NHRA PRO STOCK DRIVERS BELIEVE INCREASED PURSES WILL INCREASE PARTICIPATION

 

“If you make $750 a week and you’re spending $1,000 how long are you going to survive? That’s the problem. If they can’t understand that they have a screw loose. That’s what’s wrong with our class. We don’t get enough money to do like we need to do.” - Larry Morgan

Change is taking place in the NHRA Pro Stock class because the decline of participation in the class.

The changes were announced at a meeting July 25 during the Mile-High Nationals at Bandimere Speedway in Morrison, Colo.

The changes will be mandated in two waves. Three changes will take effect at the NHRA Sonoma Nationals, July 31-Aug. 2 while several others will not take effect until the 2016 NHRA Mello Yello Drag Racing Series season.
Drivers now know they must adhere to NHRA’s changes or leave the class. Whether this improves the health of the class is unknown, but a handful of drivers believe increasing the winner’s purse at national events also would give Pro Stock a much-needed jolt.

“If you make $750 a week and you’re spending $1,000 how long are you going to survive?” said Larry Morgan, whose been racing in NHRA’S Pro Stock class since 1987. “That’s the problem. If they can’t understand that they have a screw loose. That’s what’s wrong with our class. We don’t get enough money to do like we need to do.”

Allen Johnson, the 2012 NHRA Pro Stock world champion, concurred with Morgan.

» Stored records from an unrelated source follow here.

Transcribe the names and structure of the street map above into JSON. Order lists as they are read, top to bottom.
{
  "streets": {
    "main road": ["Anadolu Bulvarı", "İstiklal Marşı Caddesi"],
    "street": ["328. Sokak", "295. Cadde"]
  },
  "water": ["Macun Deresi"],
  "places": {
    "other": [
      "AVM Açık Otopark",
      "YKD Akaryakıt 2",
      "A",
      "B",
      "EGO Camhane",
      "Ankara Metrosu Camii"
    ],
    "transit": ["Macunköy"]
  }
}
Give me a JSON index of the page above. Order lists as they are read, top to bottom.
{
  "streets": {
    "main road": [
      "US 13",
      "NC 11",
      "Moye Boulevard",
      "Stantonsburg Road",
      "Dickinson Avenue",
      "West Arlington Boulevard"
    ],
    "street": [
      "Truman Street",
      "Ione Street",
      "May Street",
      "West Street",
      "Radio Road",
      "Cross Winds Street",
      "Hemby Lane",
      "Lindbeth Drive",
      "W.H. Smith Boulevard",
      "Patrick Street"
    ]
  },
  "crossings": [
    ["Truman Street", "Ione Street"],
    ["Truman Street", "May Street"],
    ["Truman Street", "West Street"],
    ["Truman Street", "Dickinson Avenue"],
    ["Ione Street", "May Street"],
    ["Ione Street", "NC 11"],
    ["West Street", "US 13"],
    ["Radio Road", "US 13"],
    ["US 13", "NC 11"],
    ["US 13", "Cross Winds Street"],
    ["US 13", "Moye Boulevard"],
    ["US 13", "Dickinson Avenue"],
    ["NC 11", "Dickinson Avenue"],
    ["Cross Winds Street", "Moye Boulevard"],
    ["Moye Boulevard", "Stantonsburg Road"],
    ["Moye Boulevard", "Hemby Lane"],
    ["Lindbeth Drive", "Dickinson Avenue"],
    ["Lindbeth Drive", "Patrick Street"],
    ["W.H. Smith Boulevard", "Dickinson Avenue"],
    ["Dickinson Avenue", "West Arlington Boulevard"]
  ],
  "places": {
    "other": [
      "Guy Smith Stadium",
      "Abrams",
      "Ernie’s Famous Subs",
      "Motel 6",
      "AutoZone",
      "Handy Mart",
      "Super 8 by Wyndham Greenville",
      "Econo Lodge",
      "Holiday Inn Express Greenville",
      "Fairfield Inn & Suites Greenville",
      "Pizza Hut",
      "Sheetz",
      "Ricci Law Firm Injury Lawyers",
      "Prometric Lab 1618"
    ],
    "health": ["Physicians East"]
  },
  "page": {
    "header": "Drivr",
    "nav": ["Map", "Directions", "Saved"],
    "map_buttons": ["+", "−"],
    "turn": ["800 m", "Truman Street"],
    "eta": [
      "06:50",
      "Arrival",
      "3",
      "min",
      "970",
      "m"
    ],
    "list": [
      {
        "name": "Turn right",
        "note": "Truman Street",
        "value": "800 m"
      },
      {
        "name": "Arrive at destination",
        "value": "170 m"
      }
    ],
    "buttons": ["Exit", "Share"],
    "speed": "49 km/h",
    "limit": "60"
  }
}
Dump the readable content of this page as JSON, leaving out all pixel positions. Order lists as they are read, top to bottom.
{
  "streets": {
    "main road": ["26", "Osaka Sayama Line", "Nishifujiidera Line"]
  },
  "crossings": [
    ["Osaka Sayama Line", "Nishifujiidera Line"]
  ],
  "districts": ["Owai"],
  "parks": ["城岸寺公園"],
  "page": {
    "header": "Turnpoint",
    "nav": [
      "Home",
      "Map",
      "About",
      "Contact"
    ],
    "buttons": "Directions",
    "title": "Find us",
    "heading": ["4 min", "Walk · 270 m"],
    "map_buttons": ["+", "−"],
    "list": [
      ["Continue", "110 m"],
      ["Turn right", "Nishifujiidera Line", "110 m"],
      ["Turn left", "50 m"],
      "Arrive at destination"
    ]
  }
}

“That’s their (NHRA’s) fault there’s not enough competitors because they don’t pay enough,” Johnson said. “The cost escalates in every motorsport until you do something like this, decrease RPMs and motors last longer, that will decrease costs, but also decreases the class as far as the mph, now all that’s going down. I don’t think they did the things that really will increase fan appeal. They didn’t go far enough. They need corporate bodies, they need an engine that reduces costs so you can bring in a lot more competitors. I don’t feel like the changes they made will do anything. That’s the way it is in NHRA, they tell you what to do and you either do it or you quit.”

The Pro Stock changes left fellow driver Vincent Nobile scratching his head.

“I don’t know about the future of Pro Stock, I don’t know if it is going to be better or worse,” said Nobile, who drives the Mountain View Tire Chevy Camaro. “I just think they should leave the class alone and leave it the way it is. If the purse were larger people would come out here and try a little harder, and more people at that. The money isn’t out here, apparently to do it. Even the fuel cars don’t get paid enough money. In perspective to any other automobile sport at a professional ranking, their purses are far more than ours. You look at team like ours, we need to literally win the race to break even for a weekend. A NASCAR team wins a race and they are in the green, whether it be a lot or a little, they still are in the green. In my opinion, everything they are doing, I think it’s going to cost more money as least for the first few years, if it even lasts that long.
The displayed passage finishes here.